[PROVIDED DATA]:
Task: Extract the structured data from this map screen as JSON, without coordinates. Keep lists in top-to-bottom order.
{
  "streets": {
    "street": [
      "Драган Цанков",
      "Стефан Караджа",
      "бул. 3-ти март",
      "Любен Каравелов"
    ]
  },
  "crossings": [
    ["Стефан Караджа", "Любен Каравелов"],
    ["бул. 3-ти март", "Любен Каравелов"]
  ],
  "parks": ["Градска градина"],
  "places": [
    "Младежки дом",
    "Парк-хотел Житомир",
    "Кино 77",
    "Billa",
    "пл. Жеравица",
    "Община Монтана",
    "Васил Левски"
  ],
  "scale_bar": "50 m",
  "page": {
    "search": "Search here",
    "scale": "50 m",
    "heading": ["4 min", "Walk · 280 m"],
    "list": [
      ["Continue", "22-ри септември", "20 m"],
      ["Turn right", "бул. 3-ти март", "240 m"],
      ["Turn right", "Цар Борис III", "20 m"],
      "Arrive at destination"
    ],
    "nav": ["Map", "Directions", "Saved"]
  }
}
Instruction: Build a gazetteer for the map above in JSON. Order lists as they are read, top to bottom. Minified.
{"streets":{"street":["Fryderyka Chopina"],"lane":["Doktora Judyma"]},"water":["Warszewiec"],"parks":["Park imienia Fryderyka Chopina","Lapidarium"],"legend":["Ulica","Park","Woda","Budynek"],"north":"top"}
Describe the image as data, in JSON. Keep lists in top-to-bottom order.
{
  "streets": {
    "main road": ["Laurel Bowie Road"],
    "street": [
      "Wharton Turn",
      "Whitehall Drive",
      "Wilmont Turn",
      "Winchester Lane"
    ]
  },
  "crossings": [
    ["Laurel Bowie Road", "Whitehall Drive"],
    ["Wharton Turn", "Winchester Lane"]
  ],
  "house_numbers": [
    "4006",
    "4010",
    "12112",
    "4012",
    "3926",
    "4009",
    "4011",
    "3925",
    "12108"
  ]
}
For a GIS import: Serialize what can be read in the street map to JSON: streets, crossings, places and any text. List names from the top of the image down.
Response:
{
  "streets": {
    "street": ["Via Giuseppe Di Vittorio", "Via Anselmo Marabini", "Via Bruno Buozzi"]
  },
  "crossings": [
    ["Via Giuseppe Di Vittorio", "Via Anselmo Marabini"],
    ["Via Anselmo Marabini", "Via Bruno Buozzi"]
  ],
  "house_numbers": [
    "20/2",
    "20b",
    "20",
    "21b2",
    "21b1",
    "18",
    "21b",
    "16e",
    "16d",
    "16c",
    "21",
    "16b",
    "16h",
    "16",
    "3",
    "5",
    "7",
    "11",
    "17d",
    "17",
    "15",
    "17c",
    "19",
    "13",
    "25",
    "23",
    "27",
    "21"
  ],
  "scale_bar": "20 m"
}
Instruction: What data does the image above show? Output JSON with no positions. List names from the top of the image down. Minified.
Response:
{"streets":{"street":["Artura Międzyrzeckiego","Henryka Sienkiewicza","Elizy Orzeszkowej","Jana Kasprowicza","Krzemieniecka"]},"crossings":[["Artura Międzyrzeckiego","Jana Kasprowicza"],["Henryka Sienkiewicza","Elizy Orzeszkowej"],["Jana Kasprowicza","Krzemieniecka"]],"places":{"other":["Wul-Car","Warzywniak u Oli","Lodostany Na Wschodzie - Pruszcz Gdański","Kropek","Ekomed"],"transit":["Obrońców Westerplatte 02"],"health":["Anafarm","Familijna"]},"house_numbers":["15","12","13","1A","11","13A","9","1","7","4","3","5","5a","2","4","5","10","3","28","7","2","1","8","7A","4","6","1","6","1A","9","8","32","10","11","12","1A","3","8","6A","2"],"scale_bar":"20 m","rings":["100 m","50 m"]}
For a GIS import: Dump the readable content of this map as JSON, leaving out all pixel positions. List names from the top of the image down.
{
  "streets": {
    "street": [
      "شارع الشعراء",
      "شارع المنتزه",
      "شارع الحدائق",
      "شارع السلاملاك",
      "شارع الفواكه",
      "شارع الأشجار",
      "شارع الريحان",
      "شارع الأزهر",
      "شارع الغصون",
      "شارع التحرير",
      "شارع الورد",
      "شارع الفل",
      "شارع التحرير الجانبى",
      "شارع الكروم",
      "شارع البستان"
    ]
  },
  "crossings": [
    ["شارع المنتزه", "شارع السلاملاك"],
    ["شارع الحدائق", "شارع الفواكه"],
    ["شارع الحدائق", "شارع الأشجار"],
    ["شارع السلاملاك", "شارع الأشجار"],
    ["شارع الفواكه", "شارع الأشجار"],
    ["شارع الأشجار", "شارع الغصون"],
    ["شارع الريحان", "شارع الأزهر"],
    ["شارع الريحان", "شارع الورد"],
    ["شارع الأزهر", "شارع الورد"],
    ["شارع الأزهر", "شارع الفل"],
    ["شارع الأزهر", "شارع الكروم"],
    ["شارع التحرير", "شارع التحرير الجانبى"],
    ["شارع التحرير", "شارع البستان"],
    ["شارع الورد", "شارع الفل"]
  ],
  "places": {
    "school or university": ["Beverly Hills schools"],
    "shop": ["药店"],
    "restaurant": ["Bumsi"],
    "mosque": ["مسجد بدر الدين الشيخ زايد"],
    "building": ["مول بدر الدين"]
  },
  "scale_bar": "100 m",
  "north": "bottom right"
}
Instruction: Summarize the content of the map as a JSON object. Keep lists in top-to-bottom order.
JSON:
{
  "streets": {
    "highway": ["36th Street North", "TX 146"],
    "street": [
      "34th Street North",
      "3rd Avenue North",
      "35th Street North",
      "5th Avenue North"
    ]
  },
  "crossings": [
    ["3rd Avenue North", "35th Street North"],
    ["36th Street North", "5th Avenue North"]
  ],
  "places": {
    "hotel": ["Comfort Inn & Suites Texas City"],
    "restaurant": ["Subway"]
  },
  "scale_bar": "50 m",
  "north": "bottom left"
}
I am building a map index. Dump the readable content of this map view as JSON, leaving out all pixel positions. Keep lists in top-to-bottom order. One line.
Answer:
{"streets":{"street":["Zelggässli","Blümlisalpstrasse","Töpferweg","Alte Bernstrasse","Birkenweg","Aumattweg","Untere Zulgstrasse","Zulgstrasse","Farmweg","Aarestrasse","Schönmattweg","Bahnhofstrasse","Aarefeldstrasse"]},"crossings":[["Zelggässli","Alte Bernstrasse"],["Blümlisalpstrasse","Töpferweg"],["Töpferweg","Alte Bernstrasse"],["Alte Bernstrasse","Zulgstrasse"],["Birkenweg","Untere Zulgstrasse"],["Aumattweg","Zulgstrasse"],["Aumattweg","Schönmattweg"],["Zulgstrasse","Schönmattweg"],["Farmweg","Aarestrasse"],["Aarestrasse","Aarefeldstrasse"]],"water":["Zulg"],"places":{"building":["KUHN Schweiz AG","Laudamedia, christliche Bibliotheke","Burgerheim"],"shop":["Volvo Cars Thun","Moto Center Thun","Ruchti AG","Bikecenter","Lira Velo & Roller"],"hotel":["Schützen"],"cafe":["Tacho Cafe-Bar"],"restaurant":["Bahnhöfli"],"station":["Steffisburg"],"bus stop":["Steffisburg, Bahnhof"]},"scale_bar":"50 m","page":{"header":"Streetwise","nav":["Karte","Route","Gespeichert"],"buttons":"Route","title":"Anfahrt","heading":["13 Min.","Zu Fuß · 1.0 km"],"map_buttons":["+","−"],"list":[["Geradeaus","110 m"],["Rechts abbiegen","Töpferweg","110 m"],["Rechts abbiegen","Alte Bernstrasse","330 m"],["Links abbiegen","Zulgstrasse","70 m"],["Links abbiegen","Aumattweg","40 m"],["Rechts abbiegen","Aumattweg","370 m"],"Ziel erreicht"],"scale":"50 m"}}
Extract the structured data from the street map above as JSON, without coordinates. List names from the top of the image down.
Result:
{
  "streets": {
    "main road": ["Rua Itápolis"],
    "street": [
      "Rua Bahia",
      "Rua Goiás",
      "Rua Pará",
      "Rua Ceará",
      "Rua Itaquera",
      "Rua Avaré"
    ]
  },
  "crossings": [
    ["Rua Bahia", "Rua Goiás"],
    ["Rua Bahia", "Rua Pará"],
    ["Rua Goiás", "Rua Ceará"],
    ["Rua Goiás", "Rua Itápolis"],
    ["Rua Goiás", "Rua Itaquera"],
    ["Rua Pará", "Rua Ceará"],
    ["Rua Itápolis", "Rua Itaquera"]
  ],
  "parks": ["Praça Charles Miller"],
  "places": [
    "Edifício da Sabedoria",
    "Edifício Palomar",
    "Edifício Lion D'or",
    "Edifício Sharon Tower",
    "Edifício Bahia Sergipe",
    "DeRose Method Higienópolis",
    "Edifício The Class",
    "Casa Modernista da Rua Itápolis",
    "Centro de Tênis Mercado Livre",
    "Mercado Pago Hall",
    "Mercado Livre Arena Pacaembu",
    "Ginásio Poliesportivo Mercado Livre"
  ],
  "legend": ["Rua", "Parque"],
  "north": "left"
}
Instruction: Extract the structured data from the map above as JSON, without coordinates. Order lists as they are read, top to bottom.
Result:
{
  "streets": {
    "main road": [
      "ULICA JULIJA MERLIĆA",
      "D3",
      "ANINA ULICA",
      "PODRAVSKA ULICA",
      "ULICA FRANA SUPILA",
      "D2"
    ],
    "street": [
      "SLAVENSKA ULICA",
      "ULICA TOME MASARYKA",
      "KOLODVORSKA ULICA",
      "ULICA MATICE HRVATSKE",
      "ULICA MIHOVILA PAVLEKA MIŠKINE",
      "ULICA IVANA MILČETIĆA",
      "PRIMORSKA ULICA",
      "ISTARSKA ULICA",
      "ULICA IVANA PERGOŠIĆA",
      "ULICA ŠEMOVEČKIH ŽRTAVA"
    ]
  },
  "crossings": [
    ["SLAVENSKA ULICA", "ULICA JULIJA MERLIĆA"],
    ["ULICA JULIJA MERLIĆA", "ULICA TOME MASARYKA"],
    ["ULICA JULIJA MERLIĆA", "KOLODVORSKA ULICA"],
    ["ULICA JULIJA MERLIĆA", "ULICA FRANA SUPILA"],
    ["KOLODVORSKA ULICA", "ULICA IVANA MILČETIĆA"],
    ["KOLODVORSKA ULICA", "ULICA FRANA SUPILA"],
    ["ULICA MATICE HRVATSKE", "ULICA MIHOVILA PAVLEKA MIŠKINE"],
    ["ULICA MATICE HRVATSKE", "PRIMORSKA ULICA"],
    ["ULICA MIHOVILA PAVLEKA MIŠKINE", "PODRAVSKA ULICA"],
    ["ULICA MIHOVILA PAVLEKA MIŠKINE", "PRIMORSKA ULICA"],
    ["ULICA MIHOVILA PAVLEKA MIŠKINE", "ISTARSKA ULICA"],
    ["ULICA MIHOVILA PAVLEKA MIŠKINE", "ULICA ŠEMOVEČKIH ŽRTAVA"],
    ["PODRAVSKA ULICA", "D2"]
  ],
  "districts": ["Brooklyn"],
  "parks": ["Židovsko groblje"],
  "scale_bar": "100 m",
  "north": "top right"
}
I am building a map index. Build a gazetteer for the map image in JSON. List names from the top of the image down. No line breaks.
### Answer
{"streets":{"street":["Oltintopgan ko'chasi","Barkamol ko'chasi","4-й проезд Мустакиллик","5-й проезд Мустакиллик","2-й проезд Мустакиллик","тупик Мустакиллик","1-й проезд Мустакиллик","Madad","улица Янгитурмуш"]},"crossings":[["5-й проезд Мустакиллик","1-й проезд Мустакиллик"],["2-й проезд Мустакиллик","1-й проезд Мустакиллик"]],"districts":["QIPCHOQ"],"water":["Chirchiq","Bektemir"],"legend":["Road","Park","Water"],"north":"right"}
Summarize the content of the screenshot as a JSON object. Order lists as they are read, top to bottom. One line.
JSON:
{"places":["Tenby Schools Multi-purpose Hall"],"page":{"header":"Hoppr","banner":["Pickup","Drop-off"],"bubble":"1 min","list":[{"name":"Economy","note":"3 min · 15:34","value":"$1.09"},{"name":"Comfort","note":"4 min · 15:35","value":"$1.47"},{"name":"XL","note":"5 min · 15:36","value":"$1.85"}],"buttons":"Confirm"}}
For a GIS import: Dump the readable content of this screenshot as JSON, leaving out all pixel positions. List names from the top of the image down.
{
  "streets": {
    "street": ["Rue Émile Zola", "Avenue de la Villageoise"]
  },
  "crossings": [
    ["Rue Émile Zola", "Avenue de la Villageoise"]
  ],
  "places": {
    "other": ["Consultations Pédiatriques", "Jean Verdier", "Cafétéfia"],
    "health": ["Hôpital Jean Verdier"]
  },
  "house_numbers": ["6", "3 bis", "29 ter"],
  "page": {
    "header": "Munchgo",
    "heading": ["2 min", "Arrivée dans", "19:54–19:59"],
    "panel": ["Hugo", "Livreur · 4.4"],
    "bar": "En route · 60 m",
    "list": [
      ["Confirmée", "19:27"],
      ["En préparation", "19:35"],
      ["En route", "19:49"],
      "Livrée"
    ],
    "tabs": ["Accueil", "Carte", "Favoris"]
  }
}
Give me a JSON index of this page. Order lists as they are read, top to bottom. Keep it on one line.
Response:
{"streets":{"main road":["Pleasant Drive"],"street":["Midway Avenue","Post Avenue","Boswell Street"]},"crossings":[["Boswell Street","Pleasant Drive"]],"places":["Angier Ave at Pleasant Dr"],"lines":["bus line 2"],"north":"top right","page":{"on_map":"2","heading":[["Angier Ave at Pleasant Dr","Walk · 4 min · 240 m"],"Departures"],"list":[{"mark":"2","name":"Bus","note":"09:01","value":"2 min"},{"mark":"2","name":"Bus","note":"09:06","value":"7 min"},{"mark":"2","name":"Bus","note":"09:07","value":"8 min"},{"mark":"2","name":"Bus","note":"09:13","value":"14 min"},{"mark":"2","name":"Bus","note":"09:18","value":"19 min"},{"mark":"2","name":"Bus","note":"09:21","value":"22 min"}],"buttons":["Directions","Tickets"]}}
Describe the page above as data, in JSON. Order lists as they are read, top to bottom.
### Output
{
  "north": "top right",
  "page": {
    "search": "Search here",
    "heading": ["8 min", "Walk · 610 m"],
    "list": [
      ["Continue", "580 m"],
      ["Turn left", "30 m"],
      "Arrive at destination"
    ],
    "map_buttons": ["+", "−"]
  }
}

[DIRECTIONS]: Only the lines from the start of the material through the line containing "For a GIS import: Serialize" belong in the answer, each copied exactly.

[WRITTEN REPLY]:
Task: Extract the structured data from this map screen as JSON, without coordinates. Keep lists in top-to-bottom order.
{
  "streets": {
    "street": [
      "Драган Цанков",
      "Стефан Караджа",
      "бул. 3-ти март",
      "Любен Каравелов"
    ]
  },
  "crossings": [
    ["Стефан Караджа", "Любен Каравелов"],
    ["бул. 3-ти март", "Любен Каравелов"]
  ],
  "parks": ["Градска градина"],
  "places": [
    "Младежки дом",
    "Парк-хотел Житомир",
    "Кино 77",
    "Billa",
    "пл. Жеравица",
    "Община Монтана",
    "Васил Левски"
  ],
  "scale_bar": "50 m",
  "page": {
    "search": "Search here",
    "scale": "50 m",
    "heading": ["4 min", "Walk · 280 m"],
    "list": [
      ["Continue", "22-ри септември", "20 m"],
      ["Turn right", "бул. 3-ти март", "240 m"],
      ["Turn right", "Цар Борис III", "20 m"],
      "Arrive at destination"
    ],
    "nav": ["Map", "Directions", "Saved"]
  }
}
Instruction: Build a gazetteer for the map above in JSON. Order lists as they are read, top to bottom. Minified.
{"streets":{"street":["Fryderyka Chopina"],"lane":["Doktora Judyma"]},"water":["Warszewiec"],"parks":["Park imienia Fryderyka Chopina","Lapidarium"],"legend":["Ulica","Park","Woda","Budynek"],"north":"top"}
Describe the image as data, in JSON. Keep lists in top-to-bottom order.
{
  "streets": {
    "main road": ["Laurel Bowie Road"],
    "street": [
      "Wharton Turn",
      "Whitehall Drive",
      "Wilmont Turn",
      "Winchester Lane"
    ]
  },
  "crossings": [
    ["Laurel Bowie Road", "Whitehall Drive"],
    ["Wharton Turn", "Winchester Lane"]
  ],
  "house_numbers": [
    "4006",
    "4010",
    "12112",
    "4012",
    "3926",
    "4009",
    "4011",
    "3925",
    "12108"
  ]
}
For a GIS import: Serialize what can be read in the street map to JSON: streets, crossings, places and any text. List names from the top of the image down.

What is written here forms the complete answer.